The task calls for the count of lines containing "limit" in these records, given as a number with no other words.

Start of Listed entries

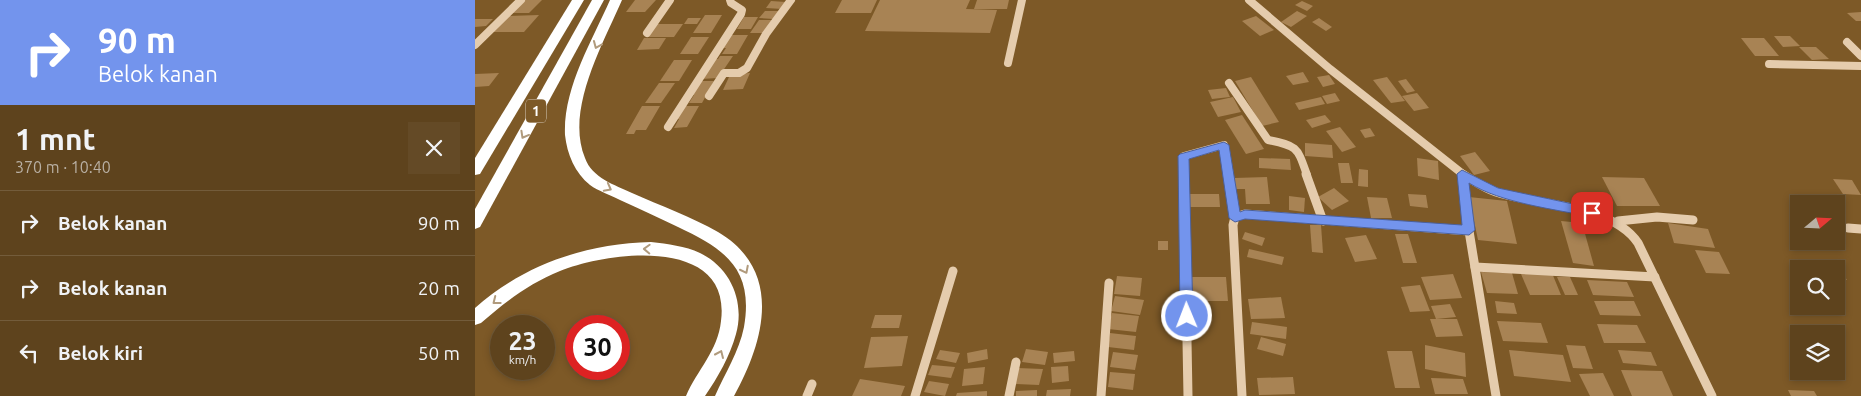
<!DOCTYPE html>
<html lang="id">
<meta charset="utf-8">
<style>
:root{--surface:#5e431d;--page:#644a26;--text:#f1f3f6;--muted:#b9b0a4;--line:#735c3b}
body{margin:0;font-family:Ubuntu,sans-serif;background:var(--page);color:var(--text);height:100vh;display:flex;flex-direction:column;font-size:19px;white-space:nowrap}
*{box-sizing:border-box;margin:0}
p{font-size:16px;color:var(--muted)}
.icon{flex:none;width:28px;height:28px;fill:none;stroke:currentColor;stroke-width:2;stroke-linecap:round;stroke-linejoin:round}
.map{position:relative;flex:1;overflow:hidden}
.drawer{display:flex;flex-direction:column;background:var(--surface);width:475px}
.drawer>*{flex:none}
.guide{background:#7394ed;color:#fff;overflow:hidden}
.needle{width:32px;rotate:71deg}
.buttons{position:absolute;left:1315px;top:195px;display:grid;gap:10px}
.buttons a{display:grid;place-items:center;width:55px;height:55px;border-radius:0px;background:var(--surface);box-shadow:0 2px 8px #0003,0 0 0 1px var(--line);font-size:25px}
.speed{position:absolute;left:15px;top:315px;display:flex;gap:10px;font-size:25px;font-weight:700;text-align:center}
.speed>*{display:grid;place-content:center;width:65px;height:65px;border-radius:50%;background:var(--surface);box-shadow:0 2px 8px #0003,0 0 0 1px var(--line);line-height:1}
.speed small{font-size:12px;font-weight:400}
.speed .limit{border:8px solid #d22;background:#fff;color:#111}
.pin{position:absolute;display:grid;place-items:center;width:42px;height:42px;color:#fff;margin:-21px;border-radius:10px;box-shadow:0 2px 8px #0006}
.me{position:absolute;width:55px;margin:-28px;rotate:359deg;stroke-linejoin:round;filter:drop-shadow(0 0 4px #0008)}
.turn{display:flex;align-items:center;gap:18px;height:105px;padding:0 15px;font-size:22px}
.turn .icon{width:65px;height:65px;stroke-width:2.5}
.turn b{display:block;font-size:35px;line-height:42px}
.round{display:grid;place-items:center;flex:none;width:52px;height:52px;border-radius:0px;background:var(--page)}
.head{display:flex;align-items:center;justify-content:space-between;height:85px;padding:0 15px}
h1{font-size:30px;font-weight:600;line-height:38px}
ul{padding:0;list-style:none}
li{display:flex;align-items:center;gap:15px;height:65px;padding:0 15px;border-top:1px solid var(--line)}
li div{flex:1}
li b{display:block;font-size:19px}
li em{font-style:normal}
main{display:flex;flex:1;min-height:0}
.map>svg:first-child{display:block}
</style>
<main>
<section class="drawer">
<div class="guide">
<div class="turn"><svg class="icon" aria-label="right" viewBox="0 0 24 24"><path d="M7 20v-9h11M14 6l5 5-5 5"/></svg><div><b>90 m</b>Belok kanan</div></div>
</div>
<div class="head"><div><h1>1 mnt</h1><p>370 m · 10:40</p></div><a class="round"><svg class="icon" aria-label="close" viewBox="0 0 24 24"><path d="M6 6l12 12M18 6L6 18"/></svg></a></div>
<ul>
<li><svg class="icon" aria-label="right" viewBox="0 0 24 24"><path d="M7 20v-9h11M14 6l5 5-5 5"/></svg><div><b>Belok kanan</b></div><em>90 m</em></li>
<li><svg class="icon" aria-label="right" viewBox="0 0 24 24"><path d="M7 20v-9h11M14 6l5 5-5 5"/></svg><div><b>Belok kanan</b></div><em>20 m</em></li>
<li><svg class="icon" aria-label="left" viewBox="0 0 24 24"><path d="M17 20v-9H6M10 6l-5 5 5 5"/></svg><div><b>Belok kiri</b></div><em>50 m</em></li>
</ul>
</section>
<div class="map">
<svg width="1386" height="396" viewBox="0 0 1386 396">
<rect width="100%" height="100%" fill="#7d5927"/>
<g fill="#a88354">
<path d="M47 0H67L54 13H34Z"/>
<path d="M160 0H181L170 12H151Z"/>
<path d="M367 0H402L396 13H360Z"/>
<path d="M405 0H495L491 9 522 10 515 33 390 31Z"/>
<path d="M502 0H534L532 9H499Z"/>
<path d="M296 1 311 2 307 9 291 8Z"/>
<path d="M827 1 838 6 832 11 820 5Z"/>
<path d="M290 11H304L298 19 284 18Z"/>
<path d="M822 11 832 16 816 27 806 22Z"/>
<path d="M1386 12V21H1381L1372 13Z"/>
<path d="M64 15 49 32H17L32 16Z"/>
<path d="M230 15H247L236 33H218Z"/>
<path d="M781 16 799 30 785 36 767 21Z"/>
<path d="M269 17H283L276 29H262Z"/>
<path d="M213 18H226L222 24H209Z"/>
<path d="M844 18 857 27 851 31 837 22Z"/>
<path d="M0 19H18L11 26 0 27Z"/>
<path d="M284 20H297L288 33H275Z"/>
<path d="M181 24H208L199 37H172Z"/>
<path d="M254 35H273L262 54H247L251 48H246Z"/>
<path d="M1299 36H1315L1325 46 1308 47Z"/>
<path d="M216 37H234L223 54H205Z"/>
<path d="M169 38H191L184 49 162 50Z"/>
<path d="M1266 38H1289L1304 56H1280Z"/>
<path d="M1324 47H1341L1354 59 1337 60Z"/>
<path d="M245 56H258L243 78 226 79 238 59H243Z"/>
<path d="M199 60H217L204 81H185Z"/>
<path d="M828 72 834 82 818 85 811 76Z"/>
<path d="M24 73 14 86 0 87V74Z"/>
<path d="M275 73 268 89 248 90 254 77H260L261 74Z"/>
<path d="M854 75 860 84 848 87 842 77Z"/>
<path d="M776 77 804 122 787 126 760 81Z"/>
<path d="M912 77 930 101 916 103 898 80Z"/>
<path d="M931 79 940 91 932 93 923 81Z"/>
<path d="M223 81H239L227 103H214L219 95H215Z"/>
<path d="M184 83H200L186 103H170Z"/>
<path d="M751 88 755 97 737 99 733 90Z"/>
<path d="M860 93 865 101 852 104 847 96Z"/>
<path d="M942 93 954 108 939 111 927 96Z"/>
<path d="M758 97 766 112 743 117 735 102Z"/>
<path d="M846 97 850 104 824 110 820 103Z"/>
<path d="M167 106H185L171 130H161L159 134H151Z"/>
<path d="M206 106H224L212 127 199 128 204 119H199Z"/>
<path d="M767 115 789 149 771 154 750 120Z"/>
<path d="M850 115 856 122 837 128 831 120Z"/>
<path d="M865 127 881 147 867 152 851 131Z"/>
<path d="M895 128 900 136 890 138 885 130Z"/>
<path d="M830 143 857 145 858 158 830 156Z"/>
<path d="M1000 152 1015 171 999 175 985 156Z"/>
<path d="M784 158 815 159 816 170 784 168Z"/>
<path d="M942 158 963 161 964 180 943 176Z"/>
<path d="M863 163H874L878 183H866Z"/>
<path d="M884 169 893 170V187L883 186Z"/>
<path d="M792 177 795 204H771L770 189H760L759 178Z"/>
<path d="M1127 177 1169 178 1185 206H1142Z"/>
<path d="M1358 179 1377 180 1386 195 1368 194Z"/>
<path d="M859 188 874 201 857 210 843 197Z"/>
<path d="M713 194H744L745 207H713Z"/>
<path d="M933 194 951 195 953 208 935 206Z"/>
<path d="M814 196 830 198 829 212 814 210Z"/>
<path d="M892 197 912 198 917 218H896Z"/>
<path d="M994 197 1032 201 1042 244 1003 240Z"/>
<path d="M1086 221 1107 223 1119 266 1098 263Z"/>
<path d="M1193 223 1233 229 1240 248 1199 243Z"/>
<path d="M835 225H846L848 253 837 252Z"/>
<path d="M770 232 790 238 787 246 767 239Z"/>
<path d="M920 234H933L942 263H928Z"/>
<path d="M891 235 902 259 880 262 870 238Z"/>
<rect x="683" y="241" width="10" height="9"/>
<path d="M774 249 809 257 807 265 772 257Z"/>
<path d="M1220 250 1244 252 1255 274 1231 273Z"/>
<path d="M1327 259 1360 261 1372 280 1361 279V269H1333Z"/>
<path d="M1006 272 1037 273 1043 294 1012 293Z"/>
<path d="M1077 273 1086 295H1055L1046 274Z"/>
<path d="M978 274 987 298 955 300 946 277Z"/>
<path d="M642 276 667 278 665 296 639 294Z"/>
<path d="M717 277H751L753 301H717Z"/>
<path d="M1082 277H1095L1103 295H1090Z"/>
<path d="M1112 280 1152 282 1159 297 1118 295Z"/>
<path d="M945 285 955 311 935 312 926 287Z"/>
<path d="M640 296 669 300 665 315 636 311Z"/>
<path d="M806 297 810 318 776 319 773 299Z"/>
<path d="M1020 301 1039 303 1042 314 1022 313Z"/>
<path d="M1119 301H1159L1166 316 1125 315Z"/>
<path d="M975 304 981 317 961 319 956 306Z"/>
<path d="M637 313 664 316 661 332 633 329Z"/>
<path d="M400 315H427L424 328H396Z"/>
<path d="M955 319H982L988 336 961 337Z"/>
<path d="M1022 321 1066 323 1073 343 1028 341Z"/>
<path d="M777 322 812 327 811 339 775 334Z"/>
<path d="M1122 324 1162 325 1171 343H1129Z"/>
<path d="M635 333 661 336 659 350 633 347Z"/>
<path d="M433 336 427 366 389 368 396 337Z"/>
<path d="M786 337 811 344 808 356 782 349Z"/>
<path d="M950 345 990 353 991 377 950 369Z"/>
<path d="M1091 345 1110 346 1118 369 1098 368Z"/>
<path d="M512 349 513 359 493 363 492 353Z"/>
<path d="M551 349 573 352 570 365 547 362Z"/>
<path d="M465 350 485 353 481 363 461 359Z"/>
<path d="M1034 350 1088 355 1096 382 1039 376Z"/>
<path d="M1143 350 1176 352 1182 366 1148 363Z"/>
<path d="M599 351 600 361 579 363 578 353Z"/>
<path d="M912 351H937L945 388H920Z"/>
<path d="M638 352 663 355 660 370 635 367Z"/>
<path d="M457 365 480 367 476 378 453 375Z"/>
<path d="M593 366 594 381 577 383 576 367Z"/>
<path d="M510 367 508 384 487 386 489 369Z"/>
<path d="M542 368 568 369 564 385 539 384Z"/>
<path d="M1146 370 1187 371 1198 396H1157Z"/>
<path d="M635 372 660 374 658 390 633 387Z"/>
<path d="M1128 373 1139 396H1115L1104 374Z"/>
<path d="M818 377 820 394 784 395 782 378Z"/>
<path d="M956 378 988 379 993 394H960Z"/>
<path d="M385 379 430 386 426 396H377Z"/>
<path d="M454 381 474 384 470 396 449 392Z"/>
<path d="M596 389 595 396H571L572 390Z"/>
<path d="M562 390V396H541V391Z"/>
<path d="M1313 390 1339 391 1342 396H1316Z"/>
<path d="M512 391V396H481L482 393Z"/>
</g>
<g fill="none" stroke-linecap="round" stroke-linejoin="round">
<g stroke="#e5ccad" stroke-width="8">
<path d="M774 0 855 69 989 175"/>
<path d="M172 33 195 0"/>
<path d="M1372 42 1386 56"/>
<path d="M0 45 46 0"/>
<path d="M533 63 547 0"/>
<path d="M1294 64 1386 66"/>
<path d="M754 83 793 140C823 146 822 147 832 175"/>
<path d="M234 96 249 73H264L272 68 291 34 316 0"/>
<path d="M193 127 266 14 267 10 256 3 255 0"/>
<path d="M709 175V156L749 145 754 175"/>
</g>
<g stroke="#e5ccad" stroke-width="9">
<path d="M709 174 713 396"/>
<path d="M753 174 760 217"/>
<path d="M831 174 848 221"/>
<path d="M987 174C998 180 1009 188 1021 192 1064 206 1137 204 1163 243L1237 396"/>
<path d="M987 174 994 231 1021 396"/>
<path d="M1143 221 1182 217 1218 220"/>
<path d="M1373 228 1386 229"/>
<path d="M1000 267 1180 277"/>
<path d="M332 396 337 384"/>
<path d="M440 396 478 271"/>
<path d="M534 396 541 362"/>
<path d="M626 396 634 283"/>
<path d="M767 396 758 225 760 217 770 214 994 231"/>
</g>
<g fill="#fff" fill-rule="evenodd">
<path d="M97 0H109L5 174 0 175V158Z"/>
<path d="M117 0H129L5 227 0 229V209Z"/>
<path d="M135 0H147C128 44 90 110 110 158 117 178 140 185 157 193 186 206 217 217 243 232 309 271 289 342 259 396H240C250 373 264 352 269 327 279 269 250 249 203 227 184 218 165 209 145 200 136 195 123 191 115 185 100 173 92 154 90 135 88 88 117 41 135 0Z"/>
<path d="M176 242C193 244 210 246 225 253 256 268 270 302 261 334 255 356 243 377 230 396H211C222 370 243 351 246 321 257 236 134 251 85 271 55 283 30 302 6 323L0 325V308C50 264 110 244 176 242Z"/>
</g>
</g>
<defs><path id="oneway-chevron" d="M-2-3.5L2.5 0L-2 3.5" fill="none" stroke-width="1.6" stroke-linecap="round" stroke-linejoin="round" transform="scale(1.25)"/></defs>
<g stroke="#b19b7d">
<use href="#oneway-chevron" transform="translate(122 45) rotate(113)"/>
<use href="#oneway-chevron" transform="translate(49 135) rotate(119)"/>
<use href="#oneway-chevron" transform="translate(133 188) rotate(28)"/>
<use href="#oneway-chevron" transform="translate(172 249) rotate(-178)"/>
<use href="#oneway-chevron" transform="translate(270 270) rotate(63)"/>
<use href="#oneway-chevron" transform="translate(21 301) rotate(142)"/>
<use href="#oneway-chevron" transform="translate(245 354) rotate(-66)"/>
</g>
<path fill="#7394ed" stroke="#4b609a" d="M749 142 754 145 765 212 770 210 987 225 982 174 987 170 1023 188 1117 208 1122 213 1117 217C1079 209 1026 203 994 183L1000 230 994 235 770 219 760 222 754 218 744 150 714 159 718 316 716 320 712 322 707 320 705 316 703 156 705 154Z"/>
<g text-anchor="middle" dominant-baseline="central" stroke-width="5" stroke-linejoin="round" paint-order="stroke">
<rect fill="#7d5927" stroke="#d8cdbe" stroke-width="1" x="51" y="99.5" width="20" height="23" rx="4"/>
<g font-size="14" font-weight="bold" fill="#fff">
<text x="61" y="111">1</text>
</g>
</g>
</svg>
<div class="buttons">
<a><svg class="needle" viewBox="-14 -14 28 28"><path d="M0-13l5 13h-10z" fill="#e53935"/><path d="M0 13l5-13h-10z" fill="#b9b0a4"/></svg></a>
<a><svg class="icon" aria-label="search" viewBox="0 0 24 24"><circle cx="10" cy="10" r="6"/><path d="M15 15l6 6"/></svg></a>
<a><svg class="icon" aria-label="layers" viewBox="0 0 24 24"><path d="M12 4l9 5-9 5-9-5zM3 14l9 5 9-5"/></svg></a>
</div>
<div class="speed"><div>23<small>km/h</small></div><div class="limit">30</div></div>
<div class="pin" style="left:1117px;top:213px;background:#d93025"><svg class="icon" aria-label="arrive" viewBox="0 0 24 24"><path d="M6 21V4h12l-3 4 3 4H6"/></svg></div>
<svg class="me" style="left:712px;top:316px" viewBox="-20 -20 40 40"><circle r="17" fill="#7394ed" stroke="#fff" stroke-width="3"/><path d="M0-11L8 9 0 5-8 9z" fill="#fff"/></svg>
</div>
</main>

End of Listed entries

_Task result_: 2